Your objective: Each line in the listing below that contains "Keep" should be returned.

Data listing:

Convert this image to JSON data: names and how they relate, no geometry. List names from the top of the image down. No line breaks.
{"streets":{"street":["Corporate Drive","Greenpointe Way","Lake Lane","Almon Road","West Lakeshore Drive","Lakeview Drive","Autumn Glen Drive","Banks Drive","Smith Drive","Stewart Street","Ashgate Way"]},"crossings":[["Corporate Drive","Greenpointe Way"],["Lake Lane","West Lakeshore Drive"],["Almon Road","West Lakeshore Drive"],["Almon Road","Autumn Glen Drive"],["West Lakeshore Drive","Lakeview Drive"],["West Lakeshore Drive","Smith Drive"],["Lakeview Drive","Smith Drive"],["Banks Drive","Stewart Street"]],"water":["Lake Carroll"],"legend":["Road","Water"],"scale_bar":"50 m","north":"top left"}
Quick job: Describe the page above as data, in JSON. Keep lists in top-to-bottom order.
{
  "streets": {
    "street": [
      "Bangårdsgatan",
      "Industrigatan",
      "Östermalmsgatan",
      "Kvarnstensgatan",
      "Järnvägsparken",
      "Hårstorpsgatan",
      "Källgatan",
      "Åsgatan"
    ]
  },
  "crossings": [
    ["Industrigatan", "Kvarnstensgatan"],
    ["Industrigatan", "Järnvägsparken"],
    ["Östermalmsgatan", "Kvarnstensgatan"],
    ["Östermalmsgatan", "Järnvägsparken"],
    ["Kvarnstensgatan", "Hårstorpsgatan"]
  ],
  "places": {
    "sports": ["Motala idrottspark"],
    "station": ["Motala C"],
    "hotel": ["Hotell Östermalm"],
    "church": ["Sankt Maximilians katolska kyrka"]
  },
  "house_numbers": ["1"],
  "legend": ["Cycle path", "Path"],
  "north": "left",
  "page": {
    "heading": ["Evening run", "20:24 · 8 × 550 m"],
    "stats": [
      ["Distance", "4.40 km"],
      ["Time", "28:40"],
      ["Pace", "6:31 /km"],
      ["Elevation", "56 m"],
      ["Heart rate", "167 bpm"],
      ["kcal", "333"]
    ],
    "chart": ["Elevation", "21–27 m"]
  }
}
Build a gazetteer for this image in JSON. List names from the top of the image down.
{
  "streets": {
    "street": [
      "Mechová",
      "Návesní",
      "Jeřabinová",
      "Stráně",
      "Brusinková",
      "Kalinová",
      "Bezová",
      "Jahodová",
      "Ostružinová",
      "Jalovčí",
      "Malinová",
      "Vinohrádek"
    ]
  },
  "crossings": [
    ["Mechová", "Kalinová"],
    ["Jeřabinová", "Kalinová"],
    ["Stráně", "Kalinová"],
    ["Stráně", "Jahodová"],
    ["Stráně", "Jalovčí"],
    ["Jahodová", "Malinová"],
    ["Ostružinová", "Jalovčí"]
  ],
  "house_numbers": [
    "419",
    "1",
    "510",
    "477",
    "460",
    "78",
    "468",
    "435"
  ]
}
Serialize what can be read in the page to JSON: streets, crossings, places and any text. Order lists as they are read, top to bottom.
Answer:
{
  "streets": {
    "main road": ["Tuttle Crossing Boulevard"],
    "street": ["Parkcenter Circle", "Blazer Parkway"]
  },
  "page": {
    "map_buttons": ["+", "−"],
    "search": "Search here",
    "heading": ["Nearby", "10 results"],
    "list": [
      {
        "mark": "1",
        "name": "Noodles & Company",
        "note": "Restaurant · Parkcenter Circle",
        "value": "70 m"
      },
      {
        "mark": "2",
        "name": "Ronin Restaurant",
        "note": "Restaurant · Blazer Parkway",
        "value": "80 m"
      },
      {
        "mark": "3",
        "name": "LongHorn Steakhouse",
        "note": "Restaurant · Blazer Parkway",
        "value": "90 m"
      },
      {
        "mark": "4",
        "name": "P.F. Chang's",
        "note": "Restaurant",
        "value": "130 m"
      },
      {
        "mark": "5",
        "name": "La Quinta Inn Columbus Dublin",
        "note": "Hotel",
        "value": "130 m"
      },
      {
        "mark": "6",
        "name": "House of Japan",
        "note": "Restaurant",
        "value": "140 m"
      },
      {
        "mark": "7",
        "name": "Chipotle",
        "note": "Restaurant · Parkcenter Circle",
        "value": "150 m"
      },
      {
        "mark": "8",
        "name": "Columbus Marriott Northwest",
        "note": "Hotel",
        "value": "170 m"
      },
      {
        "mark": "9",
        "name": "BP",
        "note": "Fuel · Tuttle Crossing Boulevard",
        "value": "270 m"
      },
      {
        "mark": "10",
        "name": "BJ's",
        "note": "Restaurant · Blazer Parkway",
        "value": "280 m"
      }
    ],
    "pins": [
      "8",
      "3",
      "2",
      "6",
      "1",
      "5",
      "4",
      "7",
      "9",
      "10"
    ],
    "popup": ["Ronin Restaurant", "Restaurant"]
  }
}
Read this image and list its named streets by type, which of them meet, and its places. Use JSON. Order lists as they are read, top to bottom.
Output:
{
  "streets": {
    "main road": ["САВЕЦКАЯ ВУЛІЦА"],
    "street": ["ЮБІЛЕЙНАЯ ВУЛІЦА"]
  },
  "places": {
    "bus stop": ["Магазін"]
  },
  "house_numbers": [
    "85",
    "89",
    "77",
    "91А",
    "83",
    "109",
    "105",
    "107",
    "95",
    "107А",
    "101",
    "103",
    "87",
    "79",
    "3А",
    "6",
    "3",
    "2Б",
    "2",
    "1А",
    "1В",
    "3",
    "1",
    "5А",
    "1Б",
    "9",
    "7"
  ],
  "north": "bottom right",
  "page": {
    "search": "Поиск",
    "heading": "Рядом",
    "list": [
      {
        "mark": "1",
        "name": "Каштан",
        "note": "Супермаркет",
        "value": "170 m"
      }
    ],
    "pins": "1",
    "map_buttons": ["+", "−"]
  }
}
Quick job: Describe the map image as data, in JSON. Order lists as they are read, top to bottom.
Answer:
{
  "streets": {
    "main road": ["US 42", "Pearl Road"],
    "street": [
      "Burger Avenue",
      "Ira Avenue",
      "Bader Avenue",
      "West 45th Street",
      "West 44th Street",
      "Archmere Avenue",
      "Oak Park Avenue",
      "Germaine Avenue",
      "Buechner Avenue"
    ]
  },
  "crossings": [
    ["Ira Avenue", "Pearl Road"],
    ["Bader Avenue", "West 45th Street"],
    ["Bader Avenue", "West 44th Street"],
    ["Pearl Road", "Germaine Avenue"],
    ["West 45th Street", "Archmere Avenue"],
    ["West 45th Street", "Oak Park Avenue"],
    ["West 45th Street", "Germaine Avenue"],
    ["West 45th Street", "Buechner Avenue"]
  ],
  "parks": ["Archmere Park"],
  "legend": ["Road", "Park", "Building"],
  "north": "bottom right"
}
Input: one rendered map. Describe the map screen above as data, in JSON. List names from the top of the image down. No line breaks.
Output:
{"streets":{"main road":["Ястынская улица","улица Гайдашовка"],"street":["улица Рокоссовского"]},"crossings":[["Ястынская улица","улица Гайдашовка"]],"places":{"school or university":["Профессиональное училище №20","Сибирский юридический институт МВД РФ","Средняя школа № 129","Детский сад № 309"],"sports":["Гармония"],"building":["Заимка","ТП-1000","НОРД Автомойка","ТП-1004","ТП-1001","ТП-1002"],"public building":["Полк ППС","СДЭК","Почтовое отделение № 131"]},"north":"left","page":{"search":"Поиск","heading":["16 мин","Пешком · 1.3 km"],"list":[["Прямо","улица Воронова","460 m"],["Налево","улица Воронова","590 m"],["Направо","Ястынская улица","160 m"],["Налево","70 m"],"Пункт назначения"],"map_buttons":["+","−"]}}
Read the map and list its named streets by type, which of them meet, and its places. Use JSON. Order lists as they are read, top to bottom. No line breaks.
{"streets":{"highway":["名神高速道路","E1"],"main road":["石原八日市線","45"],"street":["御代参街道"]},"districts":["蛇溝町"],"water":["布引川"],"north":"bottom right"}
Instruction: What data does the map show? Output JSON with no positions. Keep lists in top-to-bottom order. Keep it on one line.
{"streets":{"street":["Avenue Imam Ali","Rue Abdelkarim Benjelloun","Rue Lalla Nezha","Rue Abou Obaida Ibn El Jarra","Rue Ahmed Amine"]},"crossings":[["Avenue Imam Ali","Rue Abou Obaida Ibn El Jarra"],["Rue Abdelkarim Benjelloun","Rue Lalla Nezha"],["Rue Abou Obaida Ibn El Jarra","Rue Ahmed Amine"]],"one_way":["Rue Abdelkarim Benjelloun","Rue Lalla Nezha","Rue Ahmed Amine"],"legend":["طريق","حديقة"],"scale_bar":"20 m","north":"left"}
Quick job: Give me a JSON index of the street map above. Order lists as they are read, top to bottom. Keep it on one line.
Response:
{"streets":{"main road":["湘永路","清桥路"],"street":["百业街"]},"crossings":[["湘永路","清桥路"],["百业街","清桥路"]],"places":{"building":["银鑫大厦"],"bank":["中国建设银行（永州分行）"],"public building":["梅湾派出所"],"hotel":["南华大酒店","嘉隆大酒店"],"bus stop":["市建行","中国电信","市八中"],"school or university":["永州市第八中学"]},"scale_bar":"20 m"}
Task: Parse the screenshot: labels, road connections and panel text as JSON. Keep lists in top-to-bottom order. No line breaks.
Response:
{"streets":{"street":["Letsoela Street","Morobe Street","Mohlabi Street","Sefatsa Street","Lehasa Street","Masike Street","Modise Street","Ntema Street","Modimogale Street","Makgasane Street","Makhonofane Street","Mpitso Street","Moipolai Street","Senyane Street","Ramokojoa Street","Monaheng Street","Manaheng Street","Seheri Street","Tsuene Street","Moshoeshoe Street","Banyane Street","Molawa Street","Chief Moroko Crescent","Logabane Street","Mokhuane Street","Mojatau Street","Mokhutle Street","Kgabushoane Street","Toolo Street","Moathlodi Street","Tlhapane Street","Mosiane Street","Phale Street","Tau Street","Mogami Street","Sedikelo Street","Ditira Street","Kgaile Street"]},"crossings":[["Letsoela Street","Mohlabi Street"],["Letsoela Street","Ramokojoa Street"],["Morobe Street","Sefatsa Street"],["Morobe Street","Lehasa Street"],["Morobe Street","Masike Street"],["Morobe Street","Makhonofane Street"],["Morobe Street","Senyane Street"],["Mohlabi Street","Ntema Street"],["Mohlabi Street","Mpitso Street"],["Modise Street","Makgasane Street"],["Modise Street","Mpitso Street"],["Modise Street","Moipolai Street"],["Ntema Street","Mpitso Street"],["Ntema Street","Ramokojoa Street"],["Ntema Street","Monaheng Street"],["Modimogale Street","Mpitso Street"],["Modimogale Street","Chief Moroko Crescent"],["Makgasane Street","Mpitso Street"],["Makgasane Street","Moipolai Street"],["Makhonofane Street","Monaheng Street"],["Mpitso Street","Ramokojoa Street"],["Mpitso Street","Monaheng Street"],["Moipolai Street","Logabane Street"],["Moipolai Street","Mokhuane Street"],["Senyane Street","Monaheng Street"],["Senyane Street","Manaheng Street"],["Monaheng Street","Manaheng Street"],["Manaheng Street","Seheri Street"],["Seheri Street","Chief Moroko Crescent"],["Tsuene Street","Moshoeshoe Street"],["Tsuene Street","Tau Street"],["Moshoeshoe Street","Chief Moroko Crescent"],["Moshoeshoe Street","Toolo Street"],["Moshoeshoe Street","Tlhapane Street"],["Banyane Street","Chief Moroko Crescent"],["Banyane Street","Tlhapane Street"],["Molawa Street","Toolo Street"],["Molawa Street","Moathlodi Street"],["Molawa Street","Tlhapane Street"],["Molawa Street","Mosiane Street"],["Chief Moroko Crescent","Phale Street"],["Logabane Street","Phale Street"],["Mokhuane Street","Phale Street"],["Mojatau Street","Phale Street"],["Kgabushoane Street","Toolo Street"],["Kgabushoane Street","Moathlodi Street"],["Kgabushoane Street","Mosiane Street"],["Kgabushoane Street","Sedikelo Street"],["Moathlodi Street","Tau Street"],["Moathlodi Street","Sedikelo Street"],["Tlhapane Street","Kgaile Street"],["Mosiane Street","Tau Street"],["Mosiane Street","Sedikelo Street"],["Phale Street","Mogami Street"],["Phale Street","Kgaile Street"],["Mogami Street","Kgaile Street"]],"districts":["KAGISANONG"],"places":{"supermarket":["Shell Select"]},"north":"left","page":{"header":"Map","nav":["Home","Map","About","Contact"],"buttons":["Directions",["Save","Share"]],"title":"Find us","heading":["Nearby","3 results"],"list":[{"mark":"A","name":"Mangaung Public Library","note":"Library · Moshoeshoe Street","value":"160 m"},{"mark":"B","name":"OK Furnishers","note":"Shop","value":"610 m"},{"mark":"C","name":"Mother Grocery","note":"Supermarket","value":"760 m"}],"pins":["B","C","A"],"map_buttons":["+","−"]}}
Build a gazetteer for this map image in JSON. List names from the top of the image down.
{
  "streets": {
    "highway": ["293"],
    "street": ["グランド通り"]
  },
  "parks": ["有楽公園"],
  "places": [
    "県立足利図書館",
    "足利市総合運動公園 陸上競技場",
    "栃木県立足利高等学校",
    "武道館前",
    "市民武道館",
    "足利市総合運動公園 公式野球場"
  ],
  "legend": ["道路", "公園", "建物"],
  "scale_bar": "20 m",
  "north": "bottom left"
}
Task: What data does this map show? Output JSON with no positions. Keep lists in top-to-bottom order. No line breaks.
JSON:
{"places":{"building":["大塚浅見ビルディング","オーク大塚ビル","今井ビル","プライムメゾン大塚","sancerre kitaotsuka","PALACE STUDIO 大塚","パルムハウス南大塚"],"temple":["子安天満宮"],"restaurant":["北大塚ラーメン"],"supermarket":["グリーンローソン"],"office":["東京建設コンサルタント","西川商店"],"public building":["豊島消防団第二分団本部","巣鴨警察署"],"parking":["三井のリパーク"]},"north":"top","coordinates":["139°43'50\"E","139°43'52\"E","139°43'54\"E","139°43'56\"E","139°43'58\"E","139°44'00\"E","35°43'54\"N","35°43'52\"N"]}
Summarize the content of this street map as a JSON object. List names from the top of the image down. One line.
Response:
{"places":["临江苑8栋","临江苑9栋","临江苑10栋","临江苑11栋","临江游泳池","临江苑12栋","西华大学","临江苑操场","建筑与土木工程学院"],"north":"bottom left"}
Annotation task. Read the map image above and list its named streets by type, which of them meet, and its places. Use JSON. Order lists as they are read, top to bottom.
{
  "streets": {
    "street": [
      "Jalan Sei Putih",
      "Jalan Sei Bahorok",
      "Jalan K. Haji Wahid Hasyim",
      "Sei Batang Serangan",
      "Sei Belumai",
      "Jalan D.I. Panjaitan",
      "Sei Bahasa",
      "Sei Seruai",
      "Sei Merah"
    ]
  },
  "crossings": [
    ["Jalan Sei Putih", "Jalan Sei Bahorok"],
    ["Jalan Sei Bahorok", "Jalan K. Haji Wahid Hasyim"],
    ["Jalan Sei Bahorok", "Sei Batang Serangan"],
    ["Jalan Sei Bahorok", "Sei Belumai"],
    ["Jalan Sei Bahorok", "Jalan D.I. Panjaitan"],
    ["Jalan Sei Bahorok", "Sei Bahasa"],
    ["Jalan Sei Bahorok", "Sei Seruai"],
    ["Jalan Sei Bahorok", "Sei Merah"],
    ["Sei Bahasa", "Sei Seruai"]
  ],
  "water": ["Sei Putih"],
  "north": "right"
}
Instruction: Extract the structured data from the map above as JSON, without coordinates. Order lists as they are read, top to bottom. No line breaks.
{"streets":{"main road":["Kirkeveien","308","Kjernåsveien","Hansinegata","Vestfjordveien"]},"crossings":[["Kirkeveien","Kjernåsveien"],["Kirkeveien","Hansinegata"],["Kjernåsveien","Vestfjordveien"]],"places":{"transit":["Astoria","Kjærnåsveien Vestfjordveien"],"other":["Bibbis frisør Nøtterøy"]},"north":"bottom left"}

Problem solution:
Quick job: Describe the page above as data, in JSON. Keep lists in top-to-bottom order.
Instruction: What data does the map show? Output JSON with no positions. Keep lists in top-to-bottom order. Keep it on one line.
Quick job: Give me a JSON index of the street map above. Order lists as they are read, top to bottom. Keep it on one line.
Task: Parse the screenshot: labels, road connections and panel text as JSON. Keep lists in top-to-bottom order. No line breaks.
Task: What data does this map show? Output JSON with no positions. Keep lists in top-to-bottom order. No line breaks.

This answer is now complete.